ARPAC. CENSITI GLI SCARICHI COSTIERI –

Un censimento degli scarichi a mare che possono diventare fonti di inquinamento. E’ quanto ha realizzato e censito l’Arpac di Salerno che ha preso in esame 475 scarichi in mare di acque reflue e altre tipologie di apporti . Un lavoro di mappatura importante  che viene messo a disposizione delle istituzioni  utile per valutare, a partire da questi scarichi, possibili fonti di

impatto sulla qualità delle acque. I risultati tutto sommato come per l’anno passato evidenziano una qualità delle acque buone, qualche sforamento e lievi punti critici. Lo ha rivelato il Claudio Marro, direttore tecnico f.f. Arpa Campana nel corso della conferenza stampa di presentazione dei dati di Goletta Verde, la storica campagna di Legambiente dedicata al monitoraggio e all’informazione sullo stato di salute delle coste e delle acque italiane, lungo le coste della Campania.

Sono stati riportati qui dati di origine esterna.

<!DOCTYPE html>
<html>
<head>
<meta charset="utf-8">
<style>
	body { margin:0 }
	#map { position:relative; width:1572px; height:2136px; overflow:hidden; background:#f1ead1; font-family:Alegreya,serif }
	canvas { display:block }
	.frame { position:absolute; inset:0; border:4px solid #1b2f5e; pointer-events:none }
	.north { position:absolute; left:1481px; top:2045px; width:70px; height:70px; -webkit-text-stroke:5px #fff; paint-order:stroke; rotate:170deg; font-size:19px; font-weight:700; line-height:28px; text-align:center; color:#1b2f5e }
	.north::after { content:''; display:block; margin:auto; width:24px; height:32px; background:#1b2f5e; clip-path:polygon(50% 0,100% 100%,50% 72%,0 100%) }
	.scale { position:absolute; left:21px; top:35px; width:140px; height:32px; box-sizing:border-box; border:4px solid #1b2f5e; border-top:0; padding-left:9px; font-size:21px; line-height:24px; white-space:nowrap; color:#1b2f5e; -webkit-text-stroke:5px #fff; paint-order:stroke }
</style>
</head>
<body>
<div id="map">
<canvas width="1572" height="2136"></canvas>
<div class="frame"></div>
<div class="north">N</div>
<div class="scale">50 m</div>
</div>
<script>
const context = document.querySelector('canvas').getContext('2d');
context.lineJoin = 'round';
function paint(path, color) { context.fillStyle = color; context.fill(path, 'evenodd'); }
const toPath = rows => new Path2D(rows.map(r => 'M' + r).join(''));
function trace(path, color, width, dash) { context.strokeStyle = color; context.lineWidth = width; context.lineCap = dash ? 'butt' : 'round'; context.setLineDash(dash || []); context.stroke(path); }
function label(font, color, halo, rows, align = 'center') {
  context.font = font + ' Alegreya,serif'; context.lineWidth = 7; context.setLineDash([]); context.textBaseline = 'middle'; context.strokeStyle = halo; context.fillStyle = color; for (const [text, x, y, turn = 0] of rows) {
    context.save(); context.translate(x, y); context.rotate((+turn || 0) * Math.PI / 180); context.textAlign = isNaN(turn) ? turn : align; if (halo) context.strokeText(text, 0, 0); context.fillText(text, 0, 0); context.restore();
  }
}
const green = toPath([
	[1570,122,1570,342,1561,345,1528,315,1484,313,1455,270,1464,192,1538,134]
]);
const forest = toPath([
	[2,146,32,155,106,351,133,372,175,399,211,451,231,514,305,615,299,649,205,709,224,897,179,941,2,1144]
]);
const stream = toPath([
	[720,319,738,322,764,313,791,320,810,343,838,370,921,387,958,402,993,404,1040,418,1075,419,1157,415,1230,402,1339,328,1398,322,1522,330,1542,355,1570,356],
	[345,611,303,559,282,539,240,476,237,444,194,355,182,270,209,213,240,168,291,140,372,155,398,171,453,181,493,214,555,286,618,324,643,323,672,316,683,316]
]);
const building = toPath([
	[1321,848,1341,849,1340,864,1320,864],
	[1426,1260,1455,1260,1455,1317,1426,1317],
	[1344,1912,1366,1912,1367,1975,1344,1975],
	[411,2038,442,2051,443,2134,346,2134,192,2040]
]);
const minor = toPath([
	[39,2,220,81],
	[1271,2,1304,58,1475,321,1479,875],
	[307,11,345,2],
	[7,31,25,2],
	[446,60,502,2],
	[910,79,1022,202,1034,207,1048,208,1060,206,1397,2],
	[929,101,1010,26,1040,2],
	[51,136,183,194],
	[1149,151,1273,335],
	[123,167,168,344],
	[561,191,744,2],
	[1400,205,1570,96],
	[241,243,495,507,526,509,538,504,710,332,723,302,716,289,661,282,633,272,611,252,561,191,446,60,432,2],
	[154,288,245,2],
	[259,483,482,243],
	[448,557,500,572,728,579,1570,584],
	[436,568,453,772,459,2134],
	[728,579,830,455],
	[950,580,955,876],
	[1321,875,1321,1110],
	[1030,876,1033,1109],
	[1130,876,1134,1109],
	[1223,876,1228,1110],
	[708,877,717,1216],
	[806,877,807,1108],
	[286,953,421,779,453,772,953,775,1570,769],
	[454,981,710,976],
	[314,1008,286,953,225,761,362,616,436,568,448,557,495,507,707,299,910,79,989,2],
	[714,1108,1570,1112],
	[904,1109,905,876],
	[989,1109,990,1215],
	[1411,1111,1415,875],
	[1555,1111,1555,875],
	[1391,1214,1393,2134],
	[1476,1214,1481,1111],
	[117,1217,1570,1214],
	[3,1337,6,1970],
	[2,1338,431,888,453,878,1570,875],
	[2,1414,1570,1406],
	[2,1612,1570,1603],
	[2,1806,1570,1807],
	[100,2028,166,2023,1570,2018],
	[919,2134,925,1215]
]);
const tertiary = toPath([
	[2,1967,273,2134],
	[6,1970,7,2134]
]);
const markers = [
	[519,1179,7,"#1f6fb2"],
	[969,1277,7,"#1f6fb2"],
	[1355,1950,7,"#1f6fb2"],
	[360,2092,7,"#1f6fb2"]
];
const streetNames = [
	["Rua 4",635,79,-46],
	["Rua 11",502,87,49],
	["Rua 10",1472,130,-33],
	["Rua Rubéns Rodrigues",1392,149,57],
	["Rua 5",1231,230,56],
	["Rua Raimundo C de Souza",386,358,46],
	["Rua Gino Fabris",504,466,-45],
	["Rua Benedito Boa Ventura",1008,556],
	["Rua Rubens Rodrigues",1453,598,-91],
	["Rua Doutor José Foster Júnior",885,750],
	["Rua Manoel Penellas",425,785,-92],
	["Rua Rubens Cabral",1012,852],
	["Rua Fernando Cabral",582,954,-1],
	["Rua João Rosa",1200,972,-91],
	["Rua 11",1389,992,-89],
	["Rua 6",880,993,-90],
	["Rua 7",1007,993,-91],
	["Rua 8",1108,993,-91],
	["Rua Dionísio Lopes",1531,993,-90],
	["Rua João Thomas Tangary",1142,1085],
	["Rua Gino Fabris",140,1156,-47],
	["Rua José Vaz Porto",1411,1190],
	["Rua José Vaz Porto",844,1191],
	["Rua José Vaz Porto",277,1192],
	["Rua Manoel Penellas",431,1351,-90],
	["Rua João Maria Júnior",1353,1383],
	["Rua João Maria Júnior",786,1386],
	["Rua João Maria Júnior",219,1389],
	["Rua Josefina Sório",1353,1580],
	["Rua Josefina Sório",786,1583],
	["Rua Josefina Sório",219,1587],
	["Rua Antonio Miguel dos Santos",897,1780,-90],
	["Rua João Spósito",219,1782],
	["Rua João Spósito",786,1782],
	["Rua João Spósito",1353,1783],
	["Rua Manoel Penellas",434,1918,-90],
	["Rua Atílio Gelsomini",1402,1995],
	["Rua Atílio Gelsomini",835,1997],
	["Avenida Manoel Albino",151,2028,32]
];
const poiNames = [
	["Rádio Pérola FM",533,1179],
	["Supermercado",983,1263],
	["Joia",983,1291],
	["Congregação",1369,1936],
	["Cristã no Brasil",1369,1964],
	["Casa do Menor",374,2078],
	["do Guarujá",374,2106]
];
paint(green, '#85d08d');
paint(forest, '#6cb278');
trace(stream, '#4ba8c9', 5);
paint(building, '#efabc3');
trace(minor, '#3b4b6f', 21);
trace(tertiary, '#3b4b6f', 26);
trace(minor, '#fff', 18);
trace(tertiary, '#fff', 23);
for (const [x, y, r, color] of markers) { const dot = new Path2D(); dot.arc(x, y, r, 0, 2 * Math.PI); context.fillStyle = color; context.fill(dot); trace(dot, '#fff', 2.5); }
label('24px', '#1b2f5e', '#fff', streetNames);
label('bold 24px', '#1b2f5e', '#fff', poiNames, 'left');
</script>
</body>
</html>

475 possibili fonti di impatto sulla qualità delle acque, classificate in dieci categorie ed evidenziate su una mappa interattiva consultabile sul sito web dell’Agenzia. Si tratta di un database esaustivo sugli scarichi in mare di acque reflue e altre tipologie di apporti, che viene messo a disposizione di istituzioni e cittadini campani.
uno strumento sarà utile, in caso di fenomeni di inquinamento che dovessero interessare le acque di balneazione, principalmente alle amministrazioni comunali, ma anche ai gestori degli impianti di depurazione, che potranno avere un quadro più chiaro e immediato delle possibili cause di contaminazione presenti nell’area e adottare le necessarie misure di rimozione. Il database georeferenziato, contiene sia la localizzazione che la caratterizzazione degli scarichi. Sono stati censiti, in particolare, gli scarichi privi di depurazione lungo la costa, gli scarichi privi di depurazione convogliati in condotte sottomarine, gli scarichi di impianti di depurazione costiera, gli scarichi di impianti di depurazione convogliati in condotte sottomarine, i tubi di troppo pieno di collettori fognari e di impianti di sollevamento, le foci dei corsi d’acqua e gli apporti pluviali.